Ruda rzuciła się do postrzelonej przyjaciółki i odciągnęła ją na bok.
– Ida! Ida! Co ci jest? Nic takiego nie powinno się tu zdarzyć! – rozpaczała nad postrzeloną.
– E tam! Pewnie nic jej nie jest – powiedziała blondynka. – Chociaż ta krew wygląda bardzo realistycznie. Nie lubię krwi – dopowiedziała mdlejąc.
– Zaraz rozwalę tego gnoja. – Ruda wpadła do pociągu i wywaliła cały magazynek w plecy gościa, który schylał się i pakował pieniądze do sakwy. Nagle wszystko się zatrzymało i zrobiło jej się czarno przed oczami.
***
– No, budzimy się, budzimy – powiedział reżyser, stojąc nad rudą. – Jak się podobało pani Kowalczyk?
– Eeeeee… – Nie mogła zebrać myśli zapytana.
– Proszę się nie martwić, po narkozie zawsze jest taka reakcja. Aby marzenie, które zapisaliśmy pani na płacie czołowym, mogło zachować się w pamięci, musi pani teraz przespać się kilka godzinek.
– Eeeeeee… Nooooooo…
– Tylko niech pani tutaj podpisze, że wszystko jest OK.
– Coooooooo… Noooooooo…
– Dziękuję pani i miłych snów.
***
– Raport wygląda świetnie! – oznajmił donośnym głosem prezes. Cygaro w jego ustach poruszało się w rytm słów, wysyłając w niebo sygnały dymne. Przy okazji ubrudziło drogi garnitur, który opinał ogromne ciało właściciela.
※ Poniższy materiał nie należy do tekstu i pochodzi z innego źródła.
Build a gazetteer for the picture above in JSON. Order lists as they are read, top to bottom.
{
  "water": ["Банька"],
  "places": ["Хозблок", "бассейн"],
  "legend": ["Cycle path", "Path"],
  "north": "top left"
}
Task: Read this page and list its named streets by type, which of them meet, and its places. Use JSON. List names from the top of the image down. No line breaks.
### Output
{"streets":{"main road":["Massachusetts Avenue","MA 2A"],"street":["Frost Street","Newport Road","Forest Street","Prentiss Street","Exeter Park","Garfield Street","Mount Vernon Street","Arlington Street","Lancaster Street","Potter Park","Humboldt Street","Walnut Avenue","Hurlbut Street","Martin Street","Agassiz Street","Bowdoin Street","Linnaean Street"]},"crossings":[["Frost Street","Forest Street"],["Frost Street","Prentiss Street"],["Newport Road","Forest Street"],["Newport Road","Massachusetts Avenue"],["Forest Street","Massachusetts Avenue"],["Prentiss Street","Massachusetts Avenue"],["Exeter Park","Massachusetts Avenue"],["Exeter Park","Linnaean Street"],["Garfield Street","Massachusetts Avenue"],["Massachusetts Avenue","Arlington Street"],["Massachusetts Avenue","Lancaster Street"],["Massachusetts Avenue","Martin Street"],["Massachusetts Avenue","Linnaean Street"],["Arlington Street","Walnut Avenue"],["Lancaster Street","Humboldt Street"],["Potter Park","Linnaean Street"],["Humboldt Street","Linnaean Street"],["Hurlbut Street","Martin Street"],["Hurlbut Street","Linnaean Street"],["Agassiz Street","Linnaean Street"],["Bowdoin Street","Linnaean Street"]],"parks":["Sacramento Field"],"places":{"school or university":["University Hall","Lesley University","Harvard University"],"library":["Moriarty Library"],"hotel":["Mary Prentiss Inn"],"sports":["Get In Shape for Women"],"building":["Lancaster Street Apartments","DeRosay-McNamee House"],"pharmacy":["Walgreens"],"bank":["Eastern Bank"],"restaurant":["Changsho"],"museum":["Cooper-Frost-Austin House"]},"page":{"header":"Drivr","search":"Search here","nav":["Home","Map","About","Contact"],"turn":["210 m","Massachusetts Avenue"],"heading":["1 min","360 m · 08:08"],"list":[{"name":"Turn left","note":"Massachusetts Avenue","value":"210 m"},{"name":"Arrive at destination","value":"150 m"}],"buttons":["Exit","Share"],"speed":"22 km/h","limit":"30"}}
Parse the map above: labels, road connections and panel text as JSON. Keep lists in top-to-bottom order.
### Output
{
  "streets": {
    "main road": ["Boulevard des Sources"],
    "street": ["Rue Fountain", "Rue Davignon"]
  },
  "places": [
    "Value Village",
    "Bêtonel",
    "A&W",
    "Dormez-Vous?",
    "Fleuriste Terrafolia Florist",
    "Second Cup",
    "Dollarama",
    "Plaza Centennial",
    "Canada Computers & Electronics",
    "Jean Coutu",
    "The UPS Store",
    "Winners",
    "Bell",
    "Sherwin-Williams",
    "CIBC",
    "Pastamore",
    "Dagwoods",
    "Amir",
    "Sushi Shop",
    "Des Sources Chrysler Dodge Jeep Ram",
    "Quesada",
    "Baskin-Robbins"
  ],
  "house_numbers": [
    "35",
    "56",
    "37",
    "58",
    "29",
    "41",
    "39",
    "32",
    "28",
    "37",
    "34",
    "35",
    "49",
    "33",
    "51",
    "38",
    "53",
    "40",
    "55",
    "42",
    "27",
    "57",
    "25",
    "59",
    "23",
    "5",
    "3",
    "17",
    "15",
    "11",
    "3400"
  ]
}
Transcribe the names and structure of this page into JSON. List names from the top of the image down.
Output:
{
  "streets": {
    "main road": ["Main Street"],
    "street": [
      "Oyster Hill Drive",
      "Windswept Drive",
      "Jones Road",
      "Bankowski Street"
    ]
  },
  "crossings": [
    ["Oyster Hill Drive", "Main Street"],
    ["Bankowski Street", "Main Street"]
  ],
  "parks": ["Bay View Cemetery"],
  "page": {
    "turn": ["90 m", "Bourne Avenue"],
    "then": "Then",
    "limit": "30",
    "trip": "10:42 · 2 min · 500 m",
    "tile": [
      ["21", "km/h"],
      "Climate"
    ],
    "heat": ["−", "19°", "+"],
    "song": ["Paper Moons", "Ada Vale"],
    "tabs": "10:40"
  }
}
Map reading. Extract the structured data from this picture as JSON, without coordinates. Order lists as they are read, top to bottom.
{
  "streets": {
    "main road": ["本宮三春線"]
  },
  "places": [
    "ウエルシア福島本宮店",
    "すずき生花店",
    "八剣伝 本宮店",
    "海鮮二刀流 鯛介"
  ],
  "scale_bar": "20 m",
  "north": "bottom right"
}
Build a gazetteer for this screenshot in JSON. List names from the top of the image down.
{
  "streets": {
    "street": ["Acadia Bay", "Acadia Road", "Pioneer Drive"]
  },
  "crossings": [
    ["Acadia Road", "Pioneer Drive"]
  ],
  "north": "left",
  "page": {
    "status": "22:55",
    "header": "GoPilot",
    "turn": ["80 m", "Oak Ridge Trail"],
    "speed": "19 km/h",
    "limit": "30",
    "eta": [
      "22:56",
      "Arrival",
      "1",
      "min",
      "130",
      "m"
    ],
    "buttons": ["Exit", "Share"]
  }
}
– Dziękuję prezesie. Robiłem, co mogłem. Praca była ciężka, ale daliśmy radę. To zasługa całego zespołu.
– Nie bądź taki skromny, reżyserze. – Grubas wstał zza wielkiego dębowego biurka, obszedł je i poklepał rozmówcę mocno po plecach.
– A może powinienem powiedzieć “Wielki Reżyserze”?
– To byłby zaszczyt prezesie. – Rozmarzył się. “Być szefem całej komórki, to już coś! No i nie musiałbym robić przeróbek dla pań, gejów i pewnie za chwilę psów chihuahua” – pomyślał.
– No, ale zanim zostaniesz wielki, musisz dla mnie zrobić coś jeszcze.
– Co takiego?
– Trzeba przenieść „Chcę zostać księżniczką” na grunt chłopców. Konkretnie gejów. I nie, „Chcę zostać królewiczem” ma pozostać odrębnym marzeniem, którym zajmiemy się potem. Mamy naciski środowiska LGBT, by każdy chłopiec też mógł być księżniczką na jednorożcu.
– Wiesz co, prezesie?
– Słucham cię, za chwilę “Wielki Reżyserze” – powiedział przymilnym, lepkim od miodu głosem.